Если рассматривать мир Франкенштейна как некую франшизу, то нельзя не отметить появление в фильме новых, отсутствующих в книге второстепенных персонажей, которые привнесли в него немало дополнительных красок (как это произошло с едва упомянутой в романе, но полноценно представленной во второй картине подругой Монстра). Один из них — Игорь, старый помощник отца Франкенштейна на фабульном и символическом уровнях прочтения является смыслообразующим персонажем. Несмотря на то, что как основной герой цикла горбун не был заявлен в первых картинах, его влияние на ход истории является принципиальным: именно он, страшась наказания, подменил уничтоженный им по неосторожности мозг здорового человека, предназначенный для пересадки Монстру, дегенеративным. Впервые об этом по-настоящему вспомнили в третьей части. «Отец не виноват, что его творение превратилось в кровожадного монстра. Он все делал правильно, но его глупый ассистент ошибся, и существо обрело мозг убийцы», — говорит барон Вульф. Но если вспомнить соответствующую сцену из первого фильма, то не останется сомнений, что виноват вовсе не Игорь, а немилосердный романтический рок.

Роковое влияние событий прошлого прослеживается и в судьбе горбуна: за похищение тел для опытов Франкенштейна он был приговорен к смертной казни, но удивительным образом выжил и теперь в буквальном смысле является живым мертвецом, покойным на бумаге, но чертовски активным по сути. Он обрушивает наказания на головы казнивших его горожан, являясь носителем энергии рока. Стоит отметить удачный кастинг: появление Белы Лугоши в образе персонажа, способного подчинять других своей воле — неявная аллюзия на его же роли в фильмах «Дракула» (1931), и «Белый зомби» (1932), сверхъестественные герои которых делают более слабых существ рабами своих черных помыслов, но непременно гибнут в финале. Так и Игорь не избегает расплаты за собственные злодеяния, будучи застрелен бароном. Эта отсылка дополнительно расширяет границы зрительского восприятия при просмотре «Сына Франкенштейна».

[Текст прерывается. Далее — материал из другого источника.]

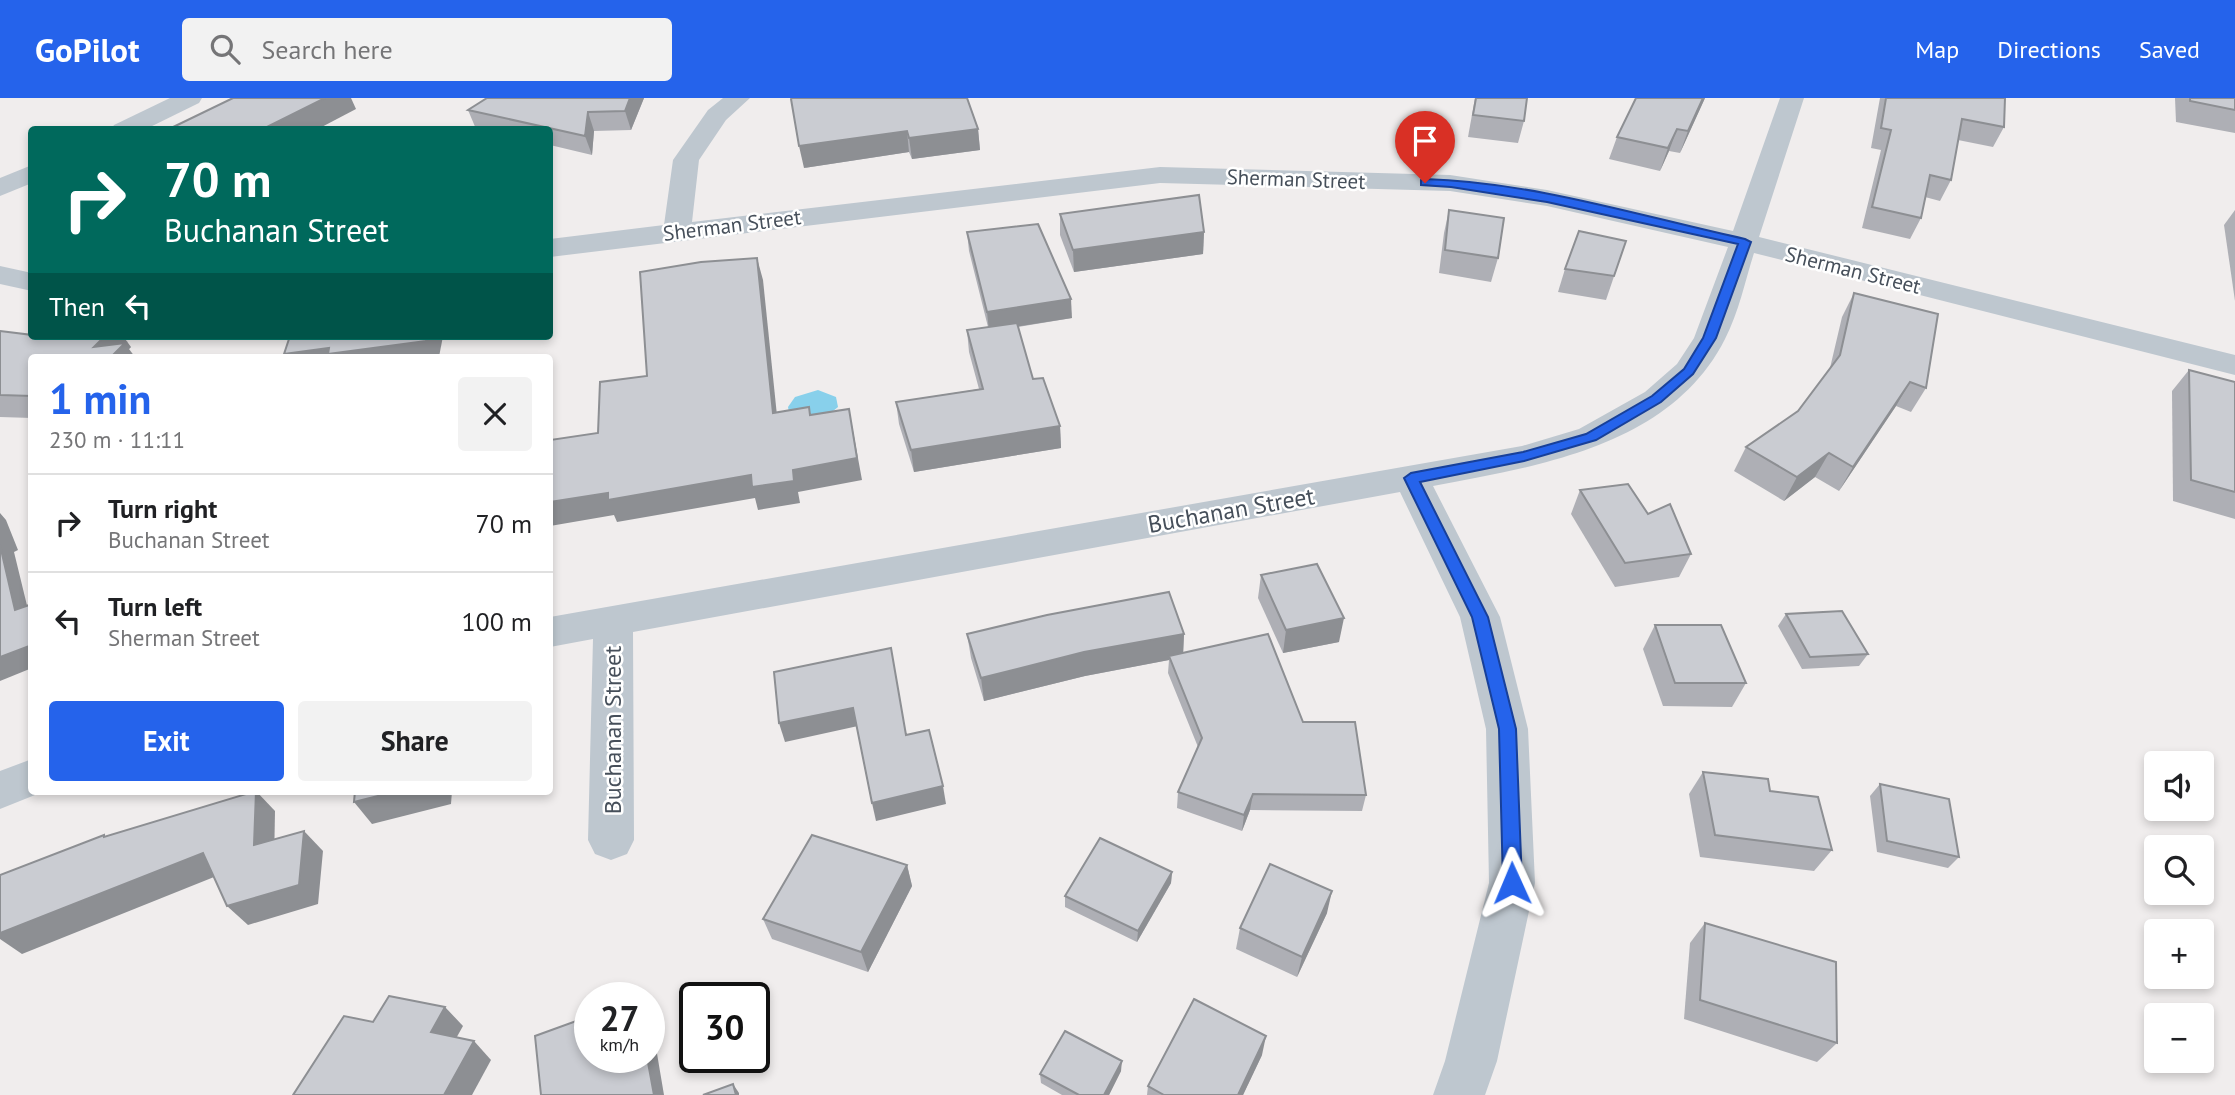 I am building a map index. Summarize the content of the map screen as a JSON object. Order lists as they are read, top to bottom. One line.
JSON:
{"streets":{"street":["Sherman Street","Buchanan Street"]},"crossings":[["Sherman Street","Buchanan Street"]],"page":{"header":"GoPilot","search":"Search here","nav":["Map","Directions","Saved"],"turn":["70 m","Buchanan Street"],"then":"Then","heading":["1 min","230 m · 11:11"],"list":[{"name":"Turn right","note":"Buchanan Street","value":"70 m"},{"name":"Turn left","note":"Sherman Street","value":"100 m"}],"buttons":["Exit","Share"],"map_buttons":["+","−"],"speed":"27 km/h","limit":"30"}} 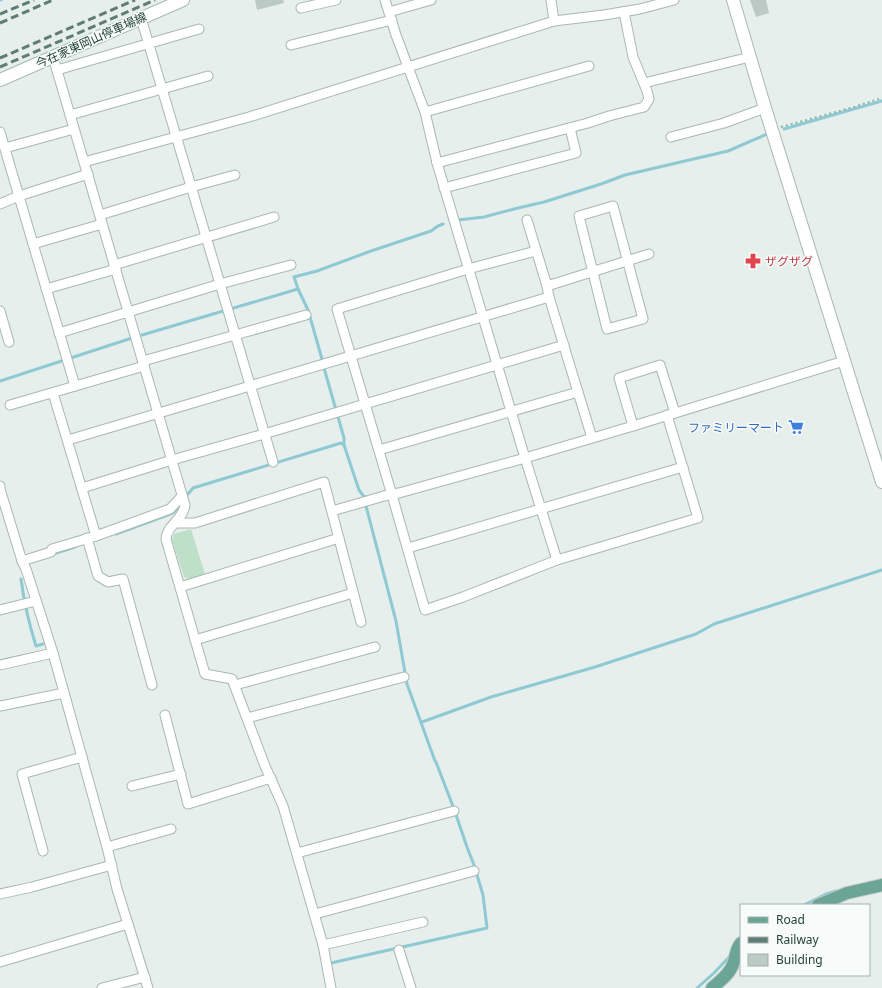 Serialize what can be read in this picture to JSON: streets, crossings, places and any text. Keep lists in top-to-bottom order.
{
  "streets": {
    "street": ["今在家東岡山停車場線"]
  },
  "places": {
    "pharmacy": ["ザグザグ"],
    "supermarket": ["ファミリーマート"]
  },
  "legend": ["Road", "Railway", "Building"]
}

В то же время барон под влиянием дневников отца падает на оброненные предком грабли, заново оживляя монстра, а городской инспектор Крог (еще один персонаж, для которого вес прошлого имеет принципиальное значение) отчаянно ему противостоит, пытаясь рассчитаться за ключевой эпизод из детства, когда Монстр оторвал ему руку, что положило конец мечтам о военной карьере. Может показаться странным, что при этом образ антагониста совершенно не антипатичен. Но тем больший вес приобретает мысль о главенствующей роли фатума, когда мягкий по натуре Крог вынужден применять жесткие методы борьбы. Так, Дэвид Скалл, сравнивая Крога с несчастным волком-оборотнем, обреченным превращаться в того, кем он не является, называет инспектора одним из последних киногероев, символически отражающих непреодолимость наследия Первой мировой войны. Неудивительно (и как точно!), что в оригинальной версии сценария инспектор исполняет детскую мечту, возглавляя армию горожан, атакующих семью Франкенштейна.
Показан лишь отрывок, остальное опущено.